Pregnancy – reality check (from August 27th, 2013 – about a week before I birthed my first son)

I think all of my life, with some rare occasions of being rebellious, I have wanted to be a wife and a mother.  Definitely, the moment I was clear I wanted to be in a relationship, I was looking forward to everything the relationship would bring: partnership, prosperity, wealth, marriage, and children.

I have envied people who were in powerful marriages, who got along well and at the sight of pregnant women, at least after my 20s, I was envious and jealous.

It’s not until I got pregnant myself that illusions of the miraculous child birthing were beginning to crash.  Namely, I had visions of working and being completely mobile until the day of delivery and have found myself exhausting and sick for almost my entire first trimester.  My breast were getting bigger and it was painful.  I could no longer sleep on my stomach which is how I liked to sleep since I was born.  The worse thing was, no one could tell I was pregnant, because nothing showed on the outside, so I wouldn’t necessarily get a better treatment while in a metro or waiting in a line.

Then second trimester came and I had felt much better.

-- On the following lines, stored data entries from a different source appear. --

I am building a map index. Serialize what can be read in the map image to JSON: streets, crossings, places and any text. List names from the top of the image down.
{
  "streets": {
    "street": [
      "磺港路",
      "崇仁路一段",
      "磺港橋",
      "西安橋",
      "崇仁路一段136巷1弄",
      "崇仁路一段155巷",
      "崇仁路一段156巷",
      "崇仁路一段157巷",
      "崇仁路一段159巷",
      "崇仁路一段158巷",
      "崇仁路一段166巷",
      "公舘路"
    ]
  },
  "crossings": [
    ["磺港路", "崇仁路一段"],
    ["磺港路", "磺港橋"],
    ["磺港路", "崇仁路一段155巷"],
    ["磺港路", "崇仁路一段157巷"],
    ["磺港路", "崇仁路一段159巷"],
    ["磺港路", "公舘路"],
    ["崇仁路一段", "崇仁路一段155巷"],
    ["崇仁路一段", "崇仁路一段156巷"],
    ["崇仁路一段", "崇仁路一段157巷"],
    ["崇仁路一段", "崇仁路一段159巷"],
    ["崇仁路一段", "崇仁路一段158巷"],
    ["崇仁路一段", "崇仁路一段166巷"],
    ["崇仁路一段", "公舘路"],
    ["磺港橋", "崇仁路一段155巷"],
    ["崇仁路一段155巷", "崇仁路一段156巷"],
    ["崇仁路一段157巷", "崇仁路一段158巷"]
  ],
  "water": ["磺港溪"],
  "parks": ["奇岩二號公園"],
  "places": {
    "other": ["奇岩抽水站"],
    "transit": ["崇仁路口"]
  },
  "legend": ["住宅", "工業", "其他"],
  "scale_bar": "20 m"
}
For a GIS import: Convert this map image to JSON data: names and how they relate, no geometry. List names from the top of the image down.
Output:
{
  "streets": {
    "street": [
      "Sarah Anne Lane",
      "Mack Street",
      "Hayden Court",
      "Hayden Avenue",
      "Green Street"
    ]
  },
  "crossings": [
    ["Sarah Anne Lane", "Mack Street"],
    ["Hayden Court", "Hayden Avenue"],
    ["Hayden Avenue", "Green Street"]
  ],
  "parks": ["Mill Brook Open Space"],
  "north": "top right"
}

I could finally eat food again (something other than lemons, grapefruits and sour cabbage), but my body was changing.  Now, I wasn’t looking pregnant but slightly chubby and for someone who suffered from extra weight and many impacts of that in my teenage years, that was a big mental struggle to overcome.  Don’t get me wrong, I wanted my baby more than anything else, but the way I felt was hardly matching or feeling like it’s  a fair price to pay.  Mind you,  I am talking about healthy pregnancy.  I cannot even imagine what women who have slight complications have to go through.

And finally, I am approaching the end of last trimester, very close to delivery.  I have interviewed more than 50 mothers, checked about different ways of delivery etc.  And, it seems that, while there is a small percentage of women who were mind strong and were able to have a relatively easy and natural delivery, most women had some kind of complication, lot’s of pain and perhaps some further impacts in their life from birthing their child (or children).  Yes not one of them is ongoingly complaining and most of them did all they could to put that experience behind the moment they brought life into the world, but I know, from having talked to all of them, that they all experienced pain in the process.

Then a friend of mine recommended a book by Ina May and on her website, even prior to ordering, I found this quote:

“It’s not just the making of babies, but the making of mothers that midwives see as the miracle of birth.”

— Barbara Katz Rothman

I realized that there was more to it than what we initially get to see.  This fear that I had my whole life about birthing a child, as much it can be justified, is also a bit unnatural.  And, I am out to find out.  AS my friend said, affirming: “easy, natural, child birth!!!”